王 健,趙敏凱
(貴州師范大學,貴陽 550001)
孟子在《萬章》篇中教育萬章如何交友時提出“一鄉之善士,斯友一鄉之善士;一國之善士,斯友一國之善士;天下之善士,斯友天下之善士。以天下之善士為未足,又尚論古之人。頌其詩,讀其書,不知其人,可乎?是以論其世也,是尚友好也。”[1]329孟子在這段話中提出的交友方法,即“知人論世”。從其內涵而言,中心是“交友”。孟子認為,應該與善士交友,如果同時代的善士無法滿足交友的需要,可以追溯古代的善士。在對待古代善士時,首先要確證與之所交者是否為善士,這就需要依托古代善士的著作,不僅如此,還需要進一步了解這個人的自身的情況,而對其了解不能脫離當時的時代環境。由此可見,孟子所提出的“知人論世”其核心概念是詩、書、人和世,也就是與之交往善士的著作、個人自身情況和社會歷史背景。具體而言,通過閱讀詩書,可以了解到所交往善士的才情、學術見解和政治主張等方面,但這被文字記錄的信息與本人的真實情況是否相一致,還需要進一步考察本人的行為。但是由于要和非同時代的古人交友,只能依靠已有的文獻資料,從這些文獻資料中了解作者的生平事跡。孟子認為僅僅如此還是不足以判定是否為善士,因為“詩書”所記錄的信息和“知人”所傳遞的信息未必完全一致,還需要將“詩書”和“知人”所傳遞的信息納入作者所處的時代再進一步考察,也就是要“論世”。通過分析古人所處的“世”,把握社會歷史環境,進一步判斷古人的“善士”身份,最終確證是否可以交友。從詩書、個人生平和社會歷史環境三個方面可以看出孟子“知人論世”的豐富內涵。關于孟子“知人論世”這一方法,學術界廣泛其應用于文學領域研究,例如胡銀林認為“知人論世”是研究散文的必要支架[2]。陳麗麗[3]認為“知人論世”是中國古典文學批判的重要模式。林繼中[4]認為蕭滌非在研究杜甫時用歷史唯物主義使“知人論世”的方法得到升華。縱觀學術界關于孟子“知人論世”的研究,大部分學者直接將其運用于作品解讀,而對于這一方法本身并未作深入剖析。孟子雖然提出“知人論世”的方法,但是方法的具體內涵有待進一步闡明。將“知人論世”從文學批評研究視域下回歸到其本身,并置于歷史唯物主義的語境中予以考察,具有重要的價值意義。因此,以馬克思主義方法論來探析“知人論世”,既可以使孟子“知人論世”的方法內涵明晰彰顯,也是對此方法的豐富和發展。
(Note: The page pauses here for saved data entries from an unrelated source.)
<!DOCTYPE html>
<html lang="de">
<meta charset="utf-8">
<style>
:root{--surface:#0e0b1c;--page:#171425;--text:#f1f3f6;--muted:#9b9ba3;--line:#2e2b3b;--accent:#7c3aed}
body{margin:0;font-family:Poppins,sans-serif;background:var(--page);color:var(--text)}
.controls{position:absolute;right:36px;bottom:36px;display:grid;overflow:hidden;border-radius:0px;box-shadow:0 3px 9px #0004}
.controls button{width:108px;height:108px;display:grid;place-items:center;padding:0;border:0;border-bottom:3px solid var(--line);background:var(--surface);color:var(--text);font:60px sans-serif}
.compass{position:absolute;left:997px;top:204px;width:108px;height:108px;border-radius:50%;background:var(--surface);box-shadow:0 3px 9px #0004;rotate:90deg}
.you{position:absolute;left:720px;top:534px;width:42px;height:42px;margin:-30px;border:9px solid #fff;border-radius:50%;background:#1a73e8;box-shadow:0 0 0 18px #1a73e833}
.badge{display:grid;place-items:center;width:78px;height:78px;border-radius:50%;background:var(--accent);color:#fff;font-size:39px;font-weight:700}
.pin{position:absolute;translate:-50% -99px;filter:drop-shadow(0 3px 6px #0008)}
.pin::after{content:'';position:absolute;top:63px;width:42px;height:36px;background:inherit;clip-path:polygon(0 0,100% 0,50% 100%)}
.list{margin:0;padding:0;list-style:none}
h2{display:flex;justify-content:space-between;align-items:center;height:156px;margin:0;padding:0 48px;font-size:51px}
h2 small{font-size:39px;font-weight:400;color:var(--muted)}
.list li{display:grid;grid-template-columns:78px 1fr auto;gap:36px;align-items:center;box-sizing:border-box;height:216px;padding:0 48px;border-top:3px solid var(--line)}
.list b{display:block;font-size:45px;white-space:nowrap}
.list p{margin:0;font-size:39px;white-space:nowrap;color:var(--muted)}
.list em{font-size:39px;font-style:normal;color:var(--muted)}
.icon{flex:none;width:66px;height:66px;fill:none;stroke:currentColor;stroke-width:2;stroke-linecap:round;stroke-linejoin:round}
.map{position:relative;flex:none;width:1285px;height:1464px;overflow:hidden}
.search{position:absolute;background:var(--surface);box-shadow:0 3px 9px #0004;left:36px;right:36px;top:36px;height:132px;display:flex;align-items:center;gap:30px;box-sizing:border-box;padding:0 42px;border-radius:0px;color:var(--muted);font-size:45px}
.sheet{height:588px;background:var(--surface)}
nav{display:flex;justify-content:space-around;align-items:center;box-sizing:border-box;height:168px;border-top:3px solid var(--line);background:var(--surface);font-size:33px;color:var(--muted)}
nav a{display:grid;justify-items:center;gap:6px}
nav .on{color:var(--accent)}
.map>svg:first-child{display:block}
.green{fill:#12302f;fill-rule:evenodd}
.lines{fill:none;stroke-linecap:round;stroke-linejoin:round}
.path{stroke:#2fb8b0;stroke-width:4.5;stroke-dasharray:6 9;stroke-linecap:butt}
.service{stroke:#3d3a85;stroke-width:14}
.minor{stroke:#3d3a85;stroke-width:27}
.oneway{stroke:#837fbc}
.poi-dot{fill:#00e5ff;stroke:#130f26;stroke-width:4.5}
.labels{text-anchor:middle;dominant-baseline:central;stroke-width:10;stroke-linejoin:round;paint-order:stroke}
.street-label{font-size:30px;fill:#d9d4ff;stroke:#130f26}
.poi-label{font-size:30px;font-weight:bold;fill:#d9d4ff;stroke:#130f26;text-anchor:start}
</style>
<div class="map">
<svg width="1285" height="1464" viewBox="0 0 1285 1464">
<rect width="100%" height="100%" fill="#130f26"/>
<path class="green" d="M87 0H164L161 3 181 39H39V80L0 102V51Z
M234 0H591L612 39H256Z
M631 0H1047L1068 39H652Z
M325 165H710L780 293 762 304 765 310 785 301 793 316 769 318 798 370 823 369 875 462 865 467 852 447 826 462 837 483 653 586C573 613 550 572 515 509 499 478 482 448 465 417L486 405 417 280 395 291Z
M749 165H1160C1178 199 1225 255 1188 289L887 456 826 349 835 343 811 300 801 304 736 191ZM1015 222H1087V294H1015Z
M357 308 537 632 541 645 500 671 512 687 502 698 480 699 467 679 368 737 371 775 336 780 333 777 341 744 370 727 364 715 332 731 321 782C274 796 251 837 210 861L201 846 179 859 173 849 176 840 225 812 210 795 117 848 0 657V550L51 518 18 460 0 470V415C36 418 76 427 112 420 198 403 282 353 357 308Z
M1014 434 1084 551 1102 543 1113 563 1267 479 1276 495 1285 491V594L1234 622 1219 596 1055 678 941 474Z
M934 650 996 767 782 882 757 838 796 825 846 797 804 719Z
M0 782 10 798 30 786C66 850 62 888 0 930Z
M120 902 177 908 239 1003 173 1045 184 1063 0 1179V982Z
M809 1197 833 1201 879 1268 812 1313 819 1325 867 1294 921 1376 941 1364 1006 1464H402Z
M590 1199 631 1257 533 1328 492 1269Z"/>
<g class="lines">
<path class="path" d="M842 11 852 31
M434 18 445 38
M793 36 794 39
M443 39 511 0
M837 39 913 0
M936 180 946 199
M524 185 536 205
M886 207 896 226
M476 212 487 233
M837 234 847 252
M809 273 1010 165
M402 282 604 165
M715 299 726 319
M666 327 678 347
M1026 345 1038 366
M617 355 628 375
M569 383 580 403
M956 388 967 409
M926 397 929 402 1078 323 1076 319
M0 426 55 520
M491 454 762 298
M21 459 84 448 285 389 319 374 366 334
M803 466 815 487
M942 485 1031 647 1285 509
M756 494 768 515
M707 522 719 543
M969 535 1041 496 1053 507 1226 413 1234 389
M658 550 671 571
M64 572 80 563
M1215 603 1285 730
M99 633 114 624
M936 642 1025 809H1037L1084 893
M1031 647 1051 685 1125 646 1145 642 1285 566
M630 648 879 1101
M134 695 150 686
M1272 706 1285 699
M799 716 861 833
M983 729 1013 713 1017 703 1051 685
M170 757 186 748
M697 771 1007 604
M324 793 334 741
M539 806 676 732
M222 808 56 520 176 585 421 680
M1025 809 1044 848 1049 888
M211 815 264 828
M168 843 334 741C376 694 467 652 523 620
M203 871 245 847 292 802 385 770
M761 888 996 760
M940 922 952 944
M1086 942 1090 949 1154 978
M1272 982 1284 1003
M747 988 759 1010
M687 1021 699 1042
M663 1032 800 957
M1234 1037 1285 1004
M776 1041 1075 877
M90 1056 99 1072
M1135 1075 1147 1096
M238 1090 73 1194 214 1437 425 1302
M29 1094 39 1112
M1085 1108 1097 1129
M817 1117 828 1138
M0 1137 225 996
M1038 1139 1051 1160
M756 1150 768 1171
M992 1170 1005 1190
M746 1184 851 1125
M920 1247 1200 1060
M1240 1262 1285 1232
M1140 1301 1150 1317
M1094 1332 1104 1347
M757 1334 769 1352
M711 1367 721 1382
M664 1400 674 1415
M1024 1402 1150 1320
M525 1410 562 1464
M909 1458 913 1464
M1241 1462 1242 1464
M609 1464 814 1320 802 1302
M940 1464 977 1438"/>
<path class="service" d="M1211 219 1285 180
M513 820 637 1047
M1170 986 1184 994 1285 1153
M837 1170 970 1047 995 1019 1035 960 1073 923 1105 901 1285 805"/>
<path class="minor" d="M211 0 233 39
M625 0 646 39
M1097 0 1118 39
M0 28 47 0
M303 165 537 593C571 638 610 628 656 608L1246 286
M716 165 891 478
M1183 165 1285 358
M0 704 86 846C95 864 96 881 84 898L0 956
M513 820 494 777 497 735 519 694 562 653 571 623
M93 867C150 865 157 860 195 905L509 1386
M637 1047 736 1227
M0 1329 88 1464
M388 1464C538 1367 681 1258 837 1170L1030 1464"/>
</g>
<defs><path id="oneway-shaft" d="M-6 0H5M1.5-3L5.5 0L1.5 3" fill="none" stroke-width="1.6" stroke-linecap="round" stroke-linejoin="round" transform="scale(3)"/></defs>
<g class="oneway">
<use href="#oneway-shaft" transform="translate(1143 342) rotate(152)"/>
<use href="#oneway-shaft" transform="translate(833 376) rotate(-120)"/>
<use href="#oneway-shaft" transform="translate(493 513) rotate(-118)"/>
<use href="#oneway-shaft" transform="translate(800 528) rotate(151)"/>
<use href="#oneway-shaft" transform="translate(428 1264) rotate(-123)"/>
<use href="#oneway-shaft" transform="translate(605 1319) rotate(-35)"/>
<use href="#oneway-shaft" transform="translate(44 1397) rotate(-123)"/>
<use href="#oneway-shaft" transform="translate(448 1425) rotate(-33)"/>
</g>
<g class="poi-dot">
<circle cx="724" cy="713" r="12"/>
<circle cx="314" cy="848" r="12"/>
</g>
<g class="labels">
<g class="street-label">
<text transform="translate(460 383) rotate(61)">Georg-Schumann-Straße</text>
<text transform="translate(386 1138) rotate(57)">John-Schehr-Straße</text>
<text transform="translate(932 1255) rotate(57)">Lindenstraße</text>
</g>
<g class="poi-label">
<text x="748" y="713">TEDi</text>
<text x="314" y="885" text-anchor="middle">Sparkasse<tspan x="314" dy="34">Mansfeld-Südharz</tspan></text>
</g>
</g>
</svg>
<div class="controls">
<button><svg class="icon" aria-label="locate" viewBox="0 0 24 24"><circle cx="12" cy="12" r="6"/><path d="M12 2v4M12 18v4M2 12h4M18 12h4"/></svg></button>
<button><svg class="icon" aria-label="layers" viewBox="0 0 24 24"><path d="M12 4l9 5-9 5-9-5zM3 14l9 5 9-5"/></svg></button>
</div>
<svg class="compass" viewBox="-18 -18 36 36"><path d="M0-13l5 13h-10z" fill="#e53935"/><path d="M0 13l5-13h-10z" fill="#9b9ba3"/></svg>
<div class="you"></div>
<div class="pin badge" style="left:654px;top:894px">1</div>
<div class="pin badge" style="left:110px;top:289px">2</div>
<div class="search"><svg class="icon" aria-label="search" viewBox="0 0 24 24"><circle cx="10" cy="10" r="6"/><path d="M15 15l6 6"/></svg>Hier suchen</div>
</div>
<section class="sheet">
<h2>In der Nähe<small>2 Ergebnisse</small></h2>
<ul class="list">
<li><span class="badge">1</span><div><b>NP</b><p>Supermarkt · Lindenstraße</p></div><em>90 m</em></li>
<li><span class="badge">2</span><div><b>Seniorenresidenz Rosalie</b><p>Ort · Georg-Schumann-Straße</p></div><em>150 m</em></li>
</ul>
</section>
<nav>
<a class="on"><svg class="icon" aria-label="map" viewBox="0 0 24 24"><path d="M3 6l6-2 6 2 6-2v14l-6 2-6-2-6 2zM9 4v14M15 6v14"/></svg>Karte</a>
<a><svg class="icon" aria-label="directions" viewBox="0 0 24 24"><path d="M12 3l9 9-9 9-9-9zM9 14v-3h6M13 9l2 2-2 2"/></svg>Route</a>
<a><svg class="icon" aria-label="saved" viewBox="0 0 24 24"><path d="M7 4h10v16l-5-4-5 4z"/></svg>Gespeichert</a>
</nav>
侯惠勤認為“歷史和邏輯相一致,理論和實踐相結合,一切從實際出發,對具體情況作具體分析,是馬克思主義方法論的基本命題,其中首要的是一切從實際出發”[5]。馬克思主義這一方法也是探析孟子“知人論世”的首要命題。孟子提出了知人論世的方法但并沒有說明這一方法的前提條件。從馬克思主義方法論分析,其前提是一切從實際出發。
孟子“知人論世”的方法是針對交友而言,認為如果和天下優秀人物交往還不能滿足交友需求,便可以上溯到歷史中去了解古代的優秀人物。但是與古人交朋友僅僅是吟詠他們的詩,品讀他們的書,而不知道他們是什么人是不可取的,因此要研究他們所處的社會時代背景,要研究他們個人的事跡。孟子的“知人論世”不僅只限于對古人的了解,也可以作為對當今世人的分析方法。“知人論世”作為一種方法其前提是一切從實際出發,無論古代的歷史記載,還是現存的客觀事實,都要堅持實事求是的原則,而不能僅僅從文本出發,所以孟子說“盡信書,則不如無書”[1]372。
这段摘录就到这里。